И забытый, забытый ветер
ворвался в твои опавшие
легкие,
и крик твой:
«Наконец-то!»
Был похож
на первый крик
младенца.
* * *
Так вскинь же!
Вскинь!
Свою двустволку,
Гром!
Возьми на мушку
Душный жаркий полдень.
Смотри:
Земля,
Растрескавшимся ртом,
В мольбе о том же,
Бредит плодородьем.
* * *
Слоновья походка
грозы
настигнет,
когда над опушкой,
средь туч,
непомерно распухших,
эмалевый росчерк
узришь.
Но ветра
внезапный обвал
за валом несет
интервал:
тот миг тишины
низвергал,
казавшийся плачем
навзрыд,
шуршащий полет
стрекозы.
* * *
На пригород,
его округу,
веревки
с бельмами белья;
на запятые
воронья,
на брюквы зелень,
стрелы лука;
на риск успеть
с сеноубором
на петухов,
на толь уборных,
на треух –
деда под забором
со звуком
выбитого клина
Сорвался с неба
грузный ливень!
* * *
Я думал дожди эти скоро
изыдут из чрева небес,
и лес
из-за мглистых завес
проглянет
набрякшим забором.
Но день проходил
и за ним
другой выступал
навесным
и падал
со стоном глухим,
и в окнах
средь шума разбоя
лицо
отражалось рябое.
* * *
Гроза прошла.
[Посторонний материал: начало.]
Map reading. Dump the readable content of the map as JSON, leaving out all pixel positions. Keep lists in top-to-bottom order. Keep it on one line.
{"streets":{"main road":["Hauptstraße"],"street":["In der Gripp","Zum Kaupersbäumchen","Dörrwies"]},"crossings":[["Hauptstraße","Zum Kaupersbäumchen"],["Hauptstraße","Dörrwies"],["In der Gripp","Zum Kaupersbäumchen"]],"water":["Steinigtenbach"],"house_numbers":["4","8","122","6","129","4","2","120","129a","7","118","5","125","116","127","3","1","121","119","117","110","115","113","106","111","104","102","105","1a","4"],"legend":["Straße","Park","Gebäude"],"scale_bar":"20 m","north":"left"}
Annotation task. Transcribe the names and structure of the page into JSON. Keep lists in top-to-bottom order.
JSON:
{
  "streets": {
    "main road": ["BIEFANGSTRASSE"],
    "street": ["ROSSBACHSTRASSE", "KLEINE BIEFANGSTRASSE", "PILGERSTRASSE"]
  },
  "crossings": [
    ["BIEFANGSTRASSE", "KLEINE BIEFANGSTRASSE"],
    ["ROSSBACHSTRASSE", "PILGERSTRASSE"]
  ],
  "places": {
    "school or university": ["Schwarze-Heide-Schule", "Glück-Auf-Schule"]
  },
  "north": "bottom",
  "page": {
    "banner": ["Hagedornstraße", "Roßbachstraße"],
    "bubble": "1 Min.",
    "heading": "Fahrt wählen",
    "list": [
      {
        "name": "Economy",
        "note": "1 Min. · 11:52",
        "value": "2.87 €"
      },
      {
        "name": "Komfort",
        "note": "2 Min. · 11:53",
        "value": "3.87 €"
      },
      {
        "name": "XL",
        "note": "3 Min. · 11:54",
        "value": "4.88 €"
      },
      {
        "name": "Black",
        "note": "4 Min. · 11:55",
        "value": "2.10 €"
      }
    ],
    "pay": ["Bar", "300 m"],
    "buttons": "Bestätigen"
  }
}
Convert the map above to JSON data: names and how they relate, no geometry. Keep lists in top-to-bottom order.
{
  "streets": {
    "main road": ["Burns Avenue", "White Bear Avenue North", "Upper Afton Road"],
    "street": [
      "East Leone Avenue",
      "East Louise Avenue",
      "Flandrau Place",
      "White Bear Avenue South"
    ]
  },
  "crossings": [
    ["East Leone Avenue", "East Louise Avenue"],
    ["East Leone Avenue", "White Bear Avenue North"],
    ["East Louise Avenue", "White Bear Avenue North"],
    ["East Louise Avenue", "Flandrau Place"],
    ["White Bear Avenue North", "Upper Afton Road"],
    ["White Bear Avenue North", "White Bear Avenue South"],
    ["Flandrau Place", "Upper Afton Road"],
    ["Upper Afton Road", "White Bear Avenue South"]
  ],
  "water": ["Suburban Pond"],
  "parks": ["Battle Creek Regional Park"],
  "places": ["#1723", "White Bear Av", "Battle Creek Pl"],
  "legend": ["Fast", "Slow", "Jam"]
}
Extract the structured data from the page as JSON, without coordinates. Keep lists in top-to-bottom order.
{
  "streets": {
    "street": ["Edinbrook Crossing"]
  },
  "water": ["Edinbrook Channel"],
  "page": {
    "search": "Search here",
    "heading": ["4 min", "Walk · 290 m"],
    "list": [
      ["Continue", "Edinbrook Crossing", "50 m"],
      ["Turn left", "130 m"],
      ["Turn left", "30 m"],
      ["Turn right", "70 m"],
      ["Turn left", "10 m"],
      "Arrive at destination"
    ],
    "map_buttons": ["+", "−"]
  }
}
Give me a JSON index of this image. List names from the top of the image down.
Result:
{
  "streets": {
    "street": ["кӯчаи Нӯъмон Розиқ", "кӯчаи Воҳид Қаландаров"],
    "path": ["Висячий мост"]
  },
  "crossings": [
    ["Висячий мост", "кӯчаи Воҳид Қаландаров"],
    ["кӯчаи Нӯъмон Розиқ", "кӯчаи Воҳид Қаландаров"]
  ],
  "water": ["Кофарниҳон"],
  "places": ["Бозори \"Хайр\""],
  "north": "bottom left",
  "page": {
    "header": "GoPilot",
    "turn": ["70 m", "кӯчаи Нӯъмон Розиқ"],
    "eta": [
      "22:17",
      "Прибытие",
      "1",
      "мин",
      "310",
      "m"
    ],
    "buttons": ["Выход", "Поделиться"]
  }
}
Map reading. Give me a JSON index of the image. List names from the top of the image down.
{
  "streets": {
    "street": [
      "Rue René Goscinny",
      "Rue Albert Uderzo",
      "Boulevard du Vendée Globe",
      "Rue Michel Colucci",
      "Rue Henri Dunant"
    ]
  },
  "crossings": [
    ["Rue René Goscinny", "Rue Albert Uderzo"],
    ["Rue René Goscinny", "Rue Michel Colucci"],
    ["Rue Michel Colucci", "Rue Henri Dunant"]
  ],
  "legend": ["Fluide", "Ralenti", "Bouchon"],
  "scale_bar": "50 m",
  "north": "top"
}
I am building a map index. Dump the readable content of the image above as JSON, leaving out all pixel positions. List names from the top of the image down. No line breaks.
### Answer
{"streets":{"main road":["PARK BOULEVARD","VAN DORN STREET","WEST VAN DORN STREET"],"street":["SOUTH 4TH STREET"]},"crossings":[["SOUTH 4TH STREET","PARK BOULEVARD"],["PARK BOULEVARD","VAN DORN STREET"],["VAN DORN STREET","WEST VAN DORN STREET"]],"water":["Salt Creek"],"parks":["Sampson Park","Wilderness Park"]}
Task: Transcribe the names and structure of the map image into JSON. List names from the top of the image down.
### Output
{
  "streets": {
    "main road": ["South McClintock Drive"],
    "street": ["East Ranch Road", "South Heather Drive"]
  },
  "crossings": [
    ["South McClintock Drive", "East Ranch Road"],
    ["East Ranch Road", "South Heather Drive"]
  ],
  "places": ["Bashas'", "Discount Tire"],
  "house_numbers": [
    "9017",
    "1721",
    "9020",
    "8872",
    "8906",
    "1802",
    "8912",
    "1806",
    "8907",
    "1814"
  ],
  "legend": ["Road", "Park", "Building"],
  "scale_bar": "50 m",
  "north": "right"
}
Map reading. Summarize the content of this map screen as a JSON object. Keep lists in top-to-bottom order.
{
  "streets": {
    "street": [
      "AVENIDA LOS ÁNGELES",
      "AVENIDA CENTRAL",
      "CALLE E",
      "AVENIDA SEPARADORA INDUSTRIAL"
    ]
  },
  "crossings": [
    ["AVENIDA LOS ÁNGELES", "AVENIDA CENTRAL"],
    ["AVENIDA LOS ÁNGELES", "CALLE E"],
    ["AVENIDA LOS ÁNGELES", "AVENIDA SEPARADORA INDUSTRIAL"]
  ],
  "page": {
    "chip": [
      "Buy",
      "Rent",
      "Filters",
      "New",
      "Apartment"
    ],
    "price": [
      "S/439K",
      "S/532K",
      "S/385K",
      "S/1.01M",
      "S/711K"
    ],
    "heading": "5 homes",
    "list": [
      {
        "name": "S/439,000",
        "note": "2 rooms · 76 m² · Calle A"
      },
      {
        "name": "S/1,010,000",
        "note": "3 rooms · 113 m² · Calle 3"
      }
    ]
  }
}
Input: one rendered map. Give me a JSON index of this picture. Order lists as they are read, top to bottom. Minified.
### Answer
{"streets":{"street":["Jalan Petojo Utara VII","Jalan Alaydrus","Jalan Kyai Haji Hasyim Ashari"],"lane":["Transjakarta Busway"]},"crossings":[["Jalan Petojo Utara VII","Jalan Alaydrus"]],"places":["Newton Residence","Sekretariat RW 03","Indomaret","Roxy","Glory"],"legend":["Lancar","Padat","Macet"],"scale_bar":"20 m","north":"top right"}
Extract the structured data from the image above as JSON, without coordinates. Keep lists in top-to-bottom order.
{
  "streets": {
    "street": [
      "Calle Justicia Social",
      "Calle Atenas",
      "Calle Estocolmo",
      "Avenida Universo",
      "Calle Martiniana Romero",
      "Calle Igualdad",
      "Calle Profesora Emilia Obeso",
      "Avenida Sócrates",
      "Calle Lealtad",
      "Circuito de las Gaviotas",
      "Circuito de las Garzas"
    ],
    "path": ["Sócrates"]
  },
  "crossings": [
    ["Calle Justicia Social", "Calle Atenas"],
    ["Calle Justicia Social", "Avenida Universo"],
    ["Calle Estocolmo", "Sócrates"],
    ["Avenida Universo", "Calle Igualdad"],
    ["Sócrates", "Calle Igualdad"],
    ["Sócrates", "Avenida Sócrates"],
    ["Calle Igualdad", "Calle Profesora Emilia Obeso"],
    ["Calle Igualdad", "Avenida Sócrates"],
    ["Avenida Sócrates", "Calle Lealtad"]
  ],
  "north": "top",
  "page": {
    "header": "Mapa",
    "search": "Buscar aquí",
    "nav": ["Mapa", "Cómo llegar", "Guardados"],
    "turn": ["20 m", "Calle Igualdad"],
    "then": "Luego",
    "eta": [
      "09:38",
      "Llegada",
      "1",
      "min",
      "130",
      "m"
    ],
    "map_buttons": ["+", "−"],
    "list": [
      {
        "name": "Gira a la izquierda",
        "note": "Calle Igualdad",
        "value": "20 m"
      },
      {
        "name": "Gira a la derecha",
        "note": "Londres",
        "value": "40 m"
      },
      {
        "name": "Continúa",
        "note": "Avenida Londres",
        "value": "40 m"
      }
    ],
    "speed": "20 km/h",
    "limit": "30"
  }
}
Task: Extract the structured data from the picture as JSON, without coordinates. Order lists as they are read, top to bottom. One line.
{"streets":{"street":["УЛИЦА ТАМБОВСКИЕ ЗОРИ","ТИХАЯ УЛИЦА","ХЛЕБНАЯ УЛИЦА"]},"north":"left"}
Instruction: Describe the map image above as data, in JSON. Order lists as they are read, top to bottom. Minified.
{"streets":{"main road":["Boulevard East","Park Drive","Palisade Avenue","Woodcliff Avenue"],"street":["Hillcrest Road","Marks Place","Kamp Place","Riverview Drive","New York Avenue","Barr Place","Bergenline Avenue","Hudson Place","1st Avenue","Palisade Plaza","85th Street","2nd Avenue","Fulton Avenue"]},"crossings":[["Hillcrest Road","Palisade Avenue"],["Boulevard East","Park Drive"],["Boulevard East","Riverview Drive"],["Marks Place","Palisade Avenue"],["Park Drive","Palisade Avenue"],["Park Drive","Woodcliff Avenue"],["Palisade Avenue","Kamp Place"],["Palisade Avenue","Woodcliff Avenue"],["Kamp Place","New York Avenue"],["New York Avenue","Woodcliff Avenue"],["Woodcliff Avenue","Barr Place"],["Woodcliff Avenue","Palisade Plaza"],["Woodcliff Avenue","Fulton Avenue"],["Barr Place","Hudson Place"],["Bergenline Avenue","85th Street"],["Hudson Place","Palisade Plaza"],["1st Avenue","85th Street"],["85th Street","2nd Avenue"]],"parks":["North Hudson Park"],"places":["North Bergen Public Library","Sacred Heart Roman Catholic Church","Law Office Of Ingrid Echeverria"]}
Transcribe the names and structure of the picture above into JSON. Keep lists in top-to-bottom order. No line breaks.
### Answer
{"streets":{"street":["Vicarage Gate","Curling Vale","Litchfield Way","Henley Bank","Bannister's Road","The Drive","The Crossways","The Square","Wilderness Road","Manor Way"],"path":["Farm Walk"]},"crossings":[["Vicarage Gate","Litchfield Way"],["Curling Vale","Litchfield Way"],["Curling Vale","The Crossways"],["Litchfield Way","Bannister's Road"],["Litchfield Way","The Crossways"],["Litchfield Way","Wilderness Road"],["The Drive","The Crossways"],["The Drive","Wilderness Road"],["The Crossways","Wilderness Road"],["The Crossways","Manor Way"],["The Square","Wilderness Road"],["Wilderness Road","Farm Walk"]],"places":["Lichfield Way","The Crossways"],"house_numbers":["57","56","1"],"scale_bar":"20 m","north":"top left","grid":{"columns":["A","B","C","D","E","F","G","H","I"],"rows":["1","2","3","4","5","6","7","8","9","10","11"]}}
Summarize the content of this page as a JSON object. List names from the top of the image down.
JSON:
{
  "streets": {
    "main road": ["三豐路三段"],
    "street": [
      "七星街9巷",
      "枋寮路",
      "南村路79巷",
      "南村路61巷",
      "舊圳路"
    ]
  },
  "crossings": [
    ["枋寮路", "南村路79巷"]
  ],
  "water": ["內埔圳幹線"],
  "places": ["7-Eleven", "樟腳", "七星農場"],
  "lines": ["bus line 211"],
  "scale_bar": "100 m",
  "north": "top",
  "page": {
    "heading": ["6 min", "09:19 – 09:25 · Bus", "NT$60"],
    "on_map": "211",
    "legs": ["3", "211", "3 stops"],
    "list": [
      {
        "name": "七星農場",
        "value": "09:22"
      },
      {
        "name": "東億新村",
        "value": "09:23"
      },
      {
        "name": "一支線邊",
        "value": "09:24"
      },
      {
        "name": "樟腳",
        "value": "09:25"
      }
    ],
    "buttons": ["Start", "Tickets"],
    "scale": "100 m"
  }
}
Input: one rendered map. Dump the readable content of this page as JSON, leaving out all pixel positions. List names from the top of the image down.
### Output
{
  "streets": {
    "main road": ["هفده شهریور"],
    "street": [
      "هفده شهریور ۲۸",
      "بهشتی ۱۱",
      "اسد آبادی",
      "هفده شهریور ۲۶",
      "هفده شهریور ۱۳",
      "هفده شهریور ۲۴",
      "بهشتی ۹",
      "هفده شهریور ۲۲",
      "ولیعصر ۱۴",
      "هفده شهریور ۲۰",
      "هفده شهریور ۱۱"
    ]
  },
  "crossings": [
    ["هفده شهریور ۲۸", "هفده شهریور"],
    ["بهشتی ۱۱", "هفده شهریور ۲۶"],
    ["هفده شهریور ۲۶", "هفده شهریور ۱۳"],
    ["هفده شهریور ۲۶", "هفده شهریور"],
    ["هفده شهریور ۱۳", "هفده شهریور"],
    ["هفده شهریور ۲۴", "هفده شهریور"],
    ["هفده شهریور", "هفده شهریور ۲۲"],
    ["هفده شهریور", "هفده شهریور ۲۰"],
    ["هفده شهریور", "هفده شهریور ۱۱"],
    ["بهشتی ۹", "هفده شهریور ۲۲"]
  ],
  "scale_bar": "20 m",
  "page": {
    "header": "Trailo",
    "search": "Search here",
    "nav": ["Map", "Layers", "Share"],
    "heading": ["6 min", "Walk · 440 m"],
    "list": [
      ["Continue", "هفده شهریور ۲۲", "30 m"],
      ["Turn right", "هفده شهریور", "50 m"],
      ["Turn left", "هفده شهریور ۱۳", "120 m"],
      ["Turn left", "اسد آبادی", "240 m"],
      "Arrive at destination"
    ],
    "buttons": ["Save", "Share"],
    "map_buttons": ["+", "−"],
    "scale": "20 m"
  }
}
Все ожило вокруг.
Вот подорожник поднимает латы
И, пикою тряхнув молодцевато,
Уже забыл про давешний испуг.
И в птичьем горле зарождался звук.
Искусство пенья для природы свято:
Ушною раковиной вымокшего сада
Она тебе внимать готова, друг.
Тяжелых капель серебро висит
На согнутых запястьях у сирени,
И облачко с высот глядит.
О, можно ли смотреть ещё смиренней,
Когда он есть благо знойных дней
И, между тем, вместилище страстей?!.
* * *
Утро было ли – нет?
День ледащий,
весь по маковку
в волглом тумане
подбивает заборы
и тянет
уплывать
от завалинок дальше;
тянет прелью
древесной коры,
только оттепель
все норовит
притушить, приглушить
и укрыть:
вместо звона
ведра и цепи
кто-то там у колодца
сопит.
* * *
Опять канонада грозы,
руль сорван
напором дождя –
качается леса ладья
и молний
мелькают бразды;
в зеленую краску
бортов
опять ударяют
ветра,
опять – не когда-то
вчера –
не видно совсем
берегов;
опять эта жажда
лица,
закинутой вверх
головы –
опять это счастье…
и вы не ищите
жизни конца.
* * *
Заволокло окно туманом.
Не видно леса и небес.
Который час?.. не скажешь без
Часов: там поздно или рано.
Быть может, там уже встают,
Чаевничают птицы, звери;
На килограммы, метры мерят,
Творя нехитрый свой уют.
А может быть, они как тут:
В ладонь – небритость подбородка,
На стул коленями… и кротко
Все солнышка сидят и ждут.
* * *
На дождливой на заре
До чего же сладко спится,
До чего же не лежится
Нашим душам на одре:
Все витают вместе с телом,
Только дождик тук да тук.
…Снова выступил петух
С сообщение незрелым.
* * *
И комары, и я –
мы здесь одни.
Но ночь.
Но выспаться бы надо…
Но…
пики выставив,
парадом
шли.
Спасу не было
от них.
К утру
рассвет окрасил дали.
И можно было
засыпать.
Угомонилась
божья рать –
носы бойцов
колоть устали.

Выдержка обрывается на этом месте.